7. Any further server logic must correctly handle the future effects of the client. For example, failing to receive the message, receiving it but not understanding it, receiving it and crashing, or handling it successfully.

In summary, one expression in normal code turns into fifteen extra steps in hard real-time distributed systems code. This expansion is due to the eight different points at which each round-trip communication between client and server can fail. Any expression that represents a round trip over the network, such as board.find("pacman"), results in the following.

(error, reply) = network.send(remote, actionData)
switch error
  case POST_FAILED:
    // handle case where you know server didn't get it
  case RETRYABLE:
    // handle case where server got it but reported transient failure
  case FATAL:
    // handle case where server got it and definitely doesn't like it
  case UNKNOWN: // i.e., time out
    // handle case where the *only* thing you know is that the server received
    // the message; it may have been trying to report SUCCESS, FATAL, or RETRYABLE
  case SUCCESS:
    if validate(reply)
      // do something with reply object
    else
      // handle case where reply is corrupt/incompatible

This complexity is unavoidable.

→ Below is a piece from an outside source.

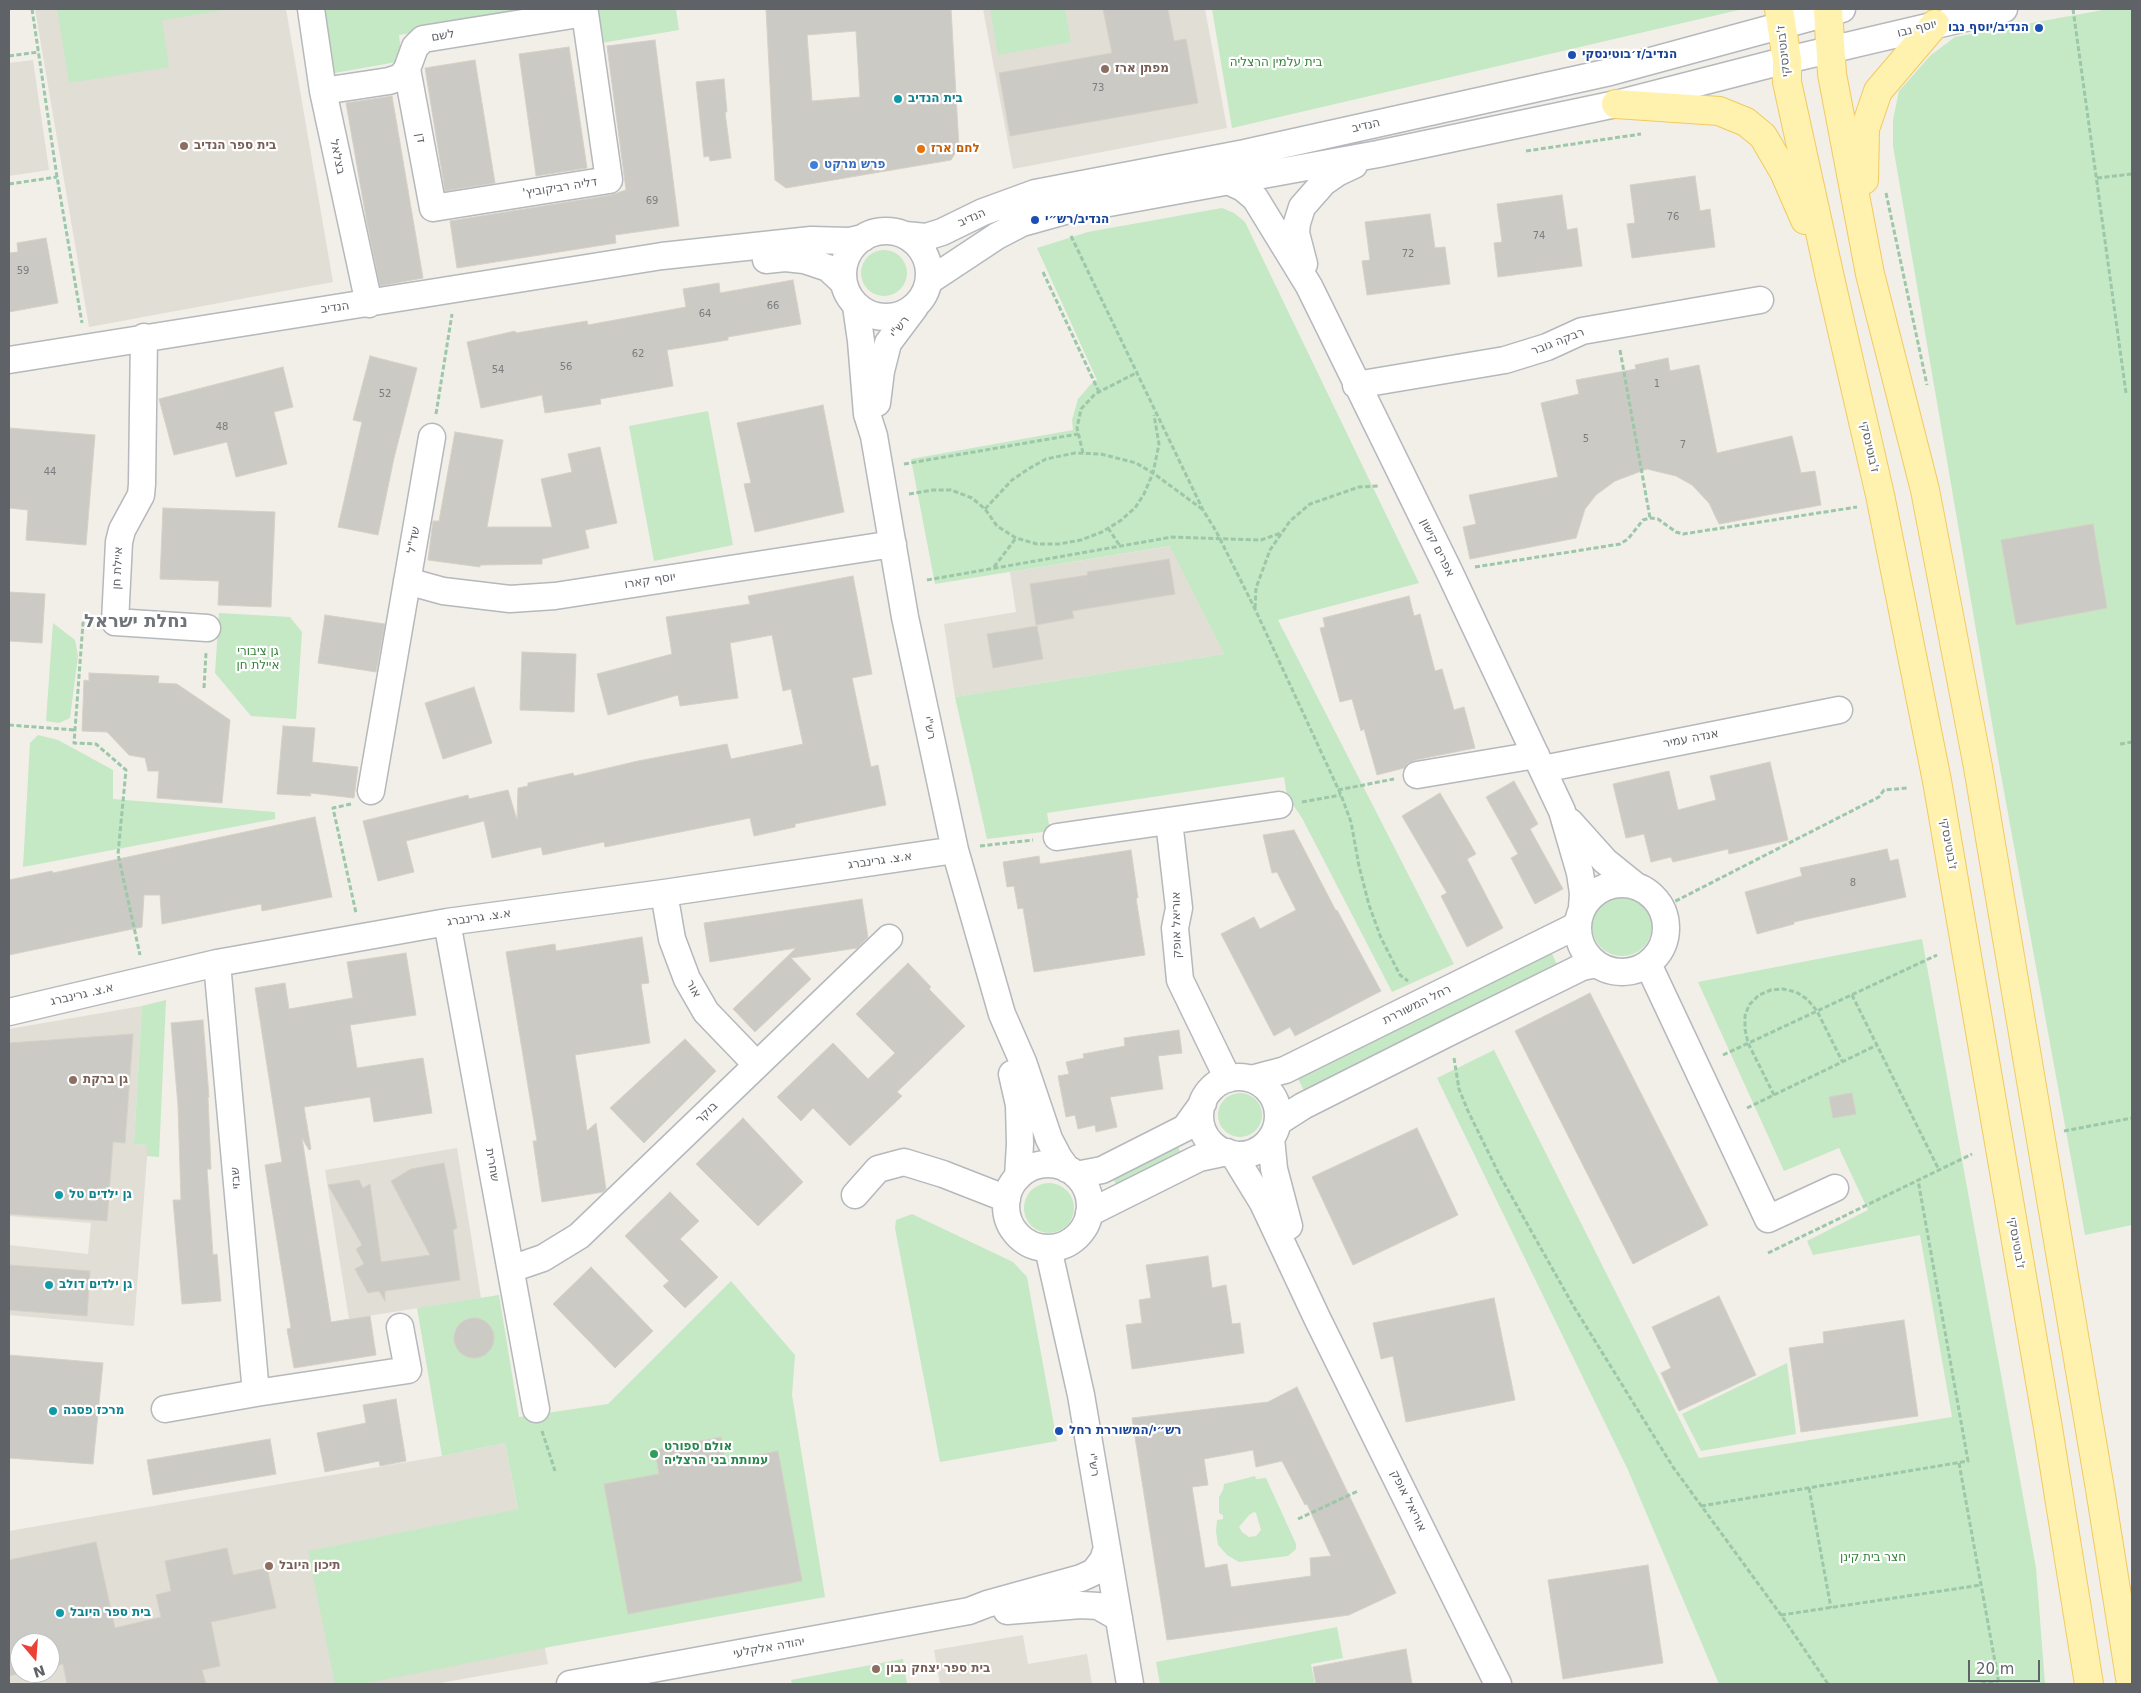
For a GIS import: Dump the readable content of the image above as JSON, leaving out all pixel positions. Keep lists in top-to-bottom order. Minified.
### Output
{"streets":{"main road":["ז'בוטינסקי"],"street":["יוסף נבו","לשם","הנדיב","דן","בצלאל","'דליה רביקוביץ","רש\"י","רבקה גובר","שד\"ל","אפרים קישון","איילת חן","יוסף קארו","אנדה עמיר","א.צ. גרינברג","אוריאל אופק","אור","רחל המשוררת","בוקר","שחרית","שבזי","יהודה אלקלעי"]},"crossings":[["לשם","דן"],["לשם","'דליה רביקוביץ"],["ז'בוטינסקי","הנדיב"],["הנדיב","בצלאל"],["הנדיב","רש\"י"],["הנדיב","איילת חן"],["דן","'דליה רביקוביץ"],["רש\"י","יוסף קארו"],["רש\"י","א.צ. גרינברג"],["רש\"י","יהודה אלקלעי"],["רבקה גובר","אפרים קישון"],["שד\"ל","יוסף קארו"],["אפרים קישון","אנדה עמיר"],["אפרים קישון","רחל המשוררת"],["א.צ. גרינברג","אור"],["א.צ. גרינברג","שחרית"],["א.צ. גרינברג","שבזי"],["אוריאל אופק","רחל המשוררת"],["אור","בוקר"],["בוקר","שחרית"]],"districts":["נחלת ישראל"],"parks":["בית עלמין הרצליה","גן ציבורי איילת חן","חצר בית קינן"],"places":["הנדיב/יוסף נבו","הנדיב/ז׳בוטינסקי","מפתן ארז","בית הנדיב","בית ספר הנדיב","לחם ארז","פרש מרקט","הנדיב/רש״י","גן ברקת","גן ילדים טל","גן ילדים דולב","מרכז פסגה","רש״י/המשוררת רחל","אולם ספורט עמותת בני הרצליה","תיכון היובל","בית ספר היובל","בית ספר יצחק נבון"],"house_numbers":["73","69","76","74","72","59","66","64","62","56","54","1","52","48","5","7","44","8"],"scale_bar":"20 m","north":"bottom"}
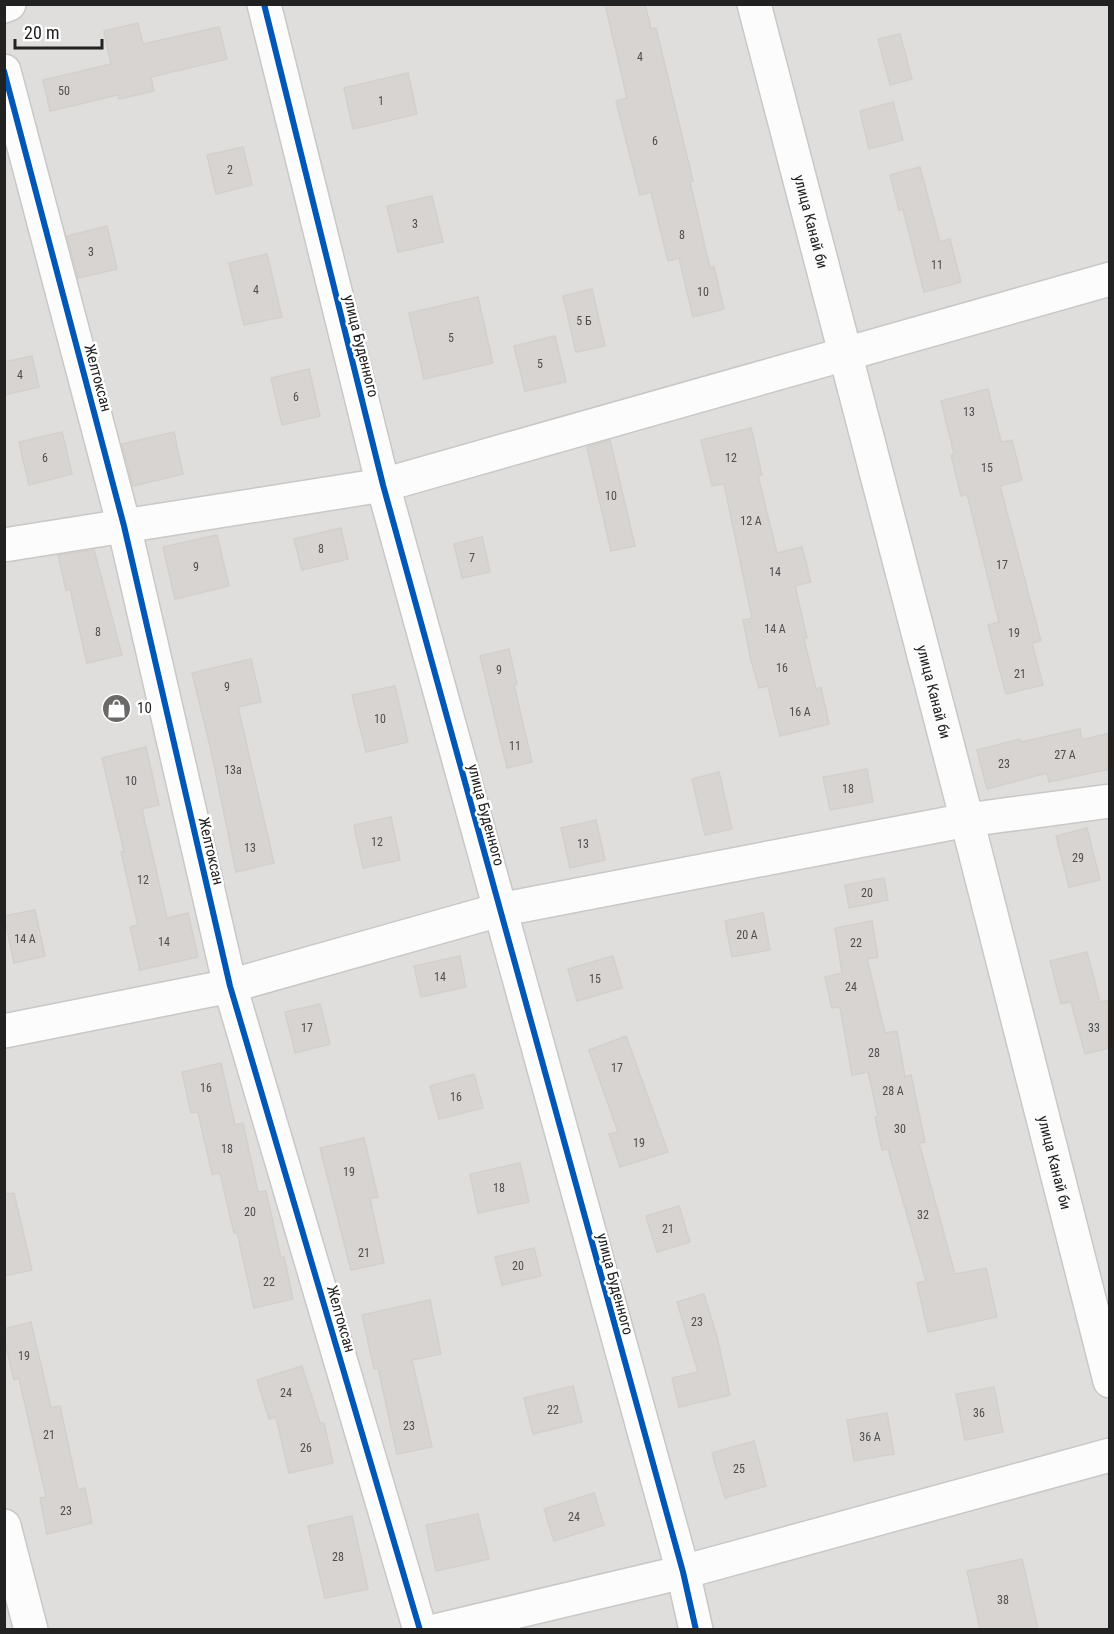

If code doesn’t handle all cases correctly, the service will eventually fail in bizarre ways. Imagine trying to write tests for all the failure modes a client/server system such as the Pac-Man example could run into!

Testing hard real-time distributed systems

Testing the single-machine version of the Pac-Man code snippet is comparatively straightforward. Create some different Board objects, put them into different states, create some User objects in different states, and so forth. Engineers would think hardest about edge conditions, and maybe use generative testing, or a fuzzer.

In the Pac-Man code, there are four places where the board object is used. In distributed Pac-Man, there are four points in that code that have five different possible outcomes, as illustrated earlier (POST_FAILED, RETRYABLE, FATAL, UNKNOWN, or SUCCESS). These multiply the state space of tests tremendously. For example, engineers of hard real-time distributed systems have to handle many permutations. Say that the call to board.find() fails with POST_FAILED. Then, you have to test what happens when it fails with RETRYABLE, then you have to test what happens if it fails with FATAL, and so on.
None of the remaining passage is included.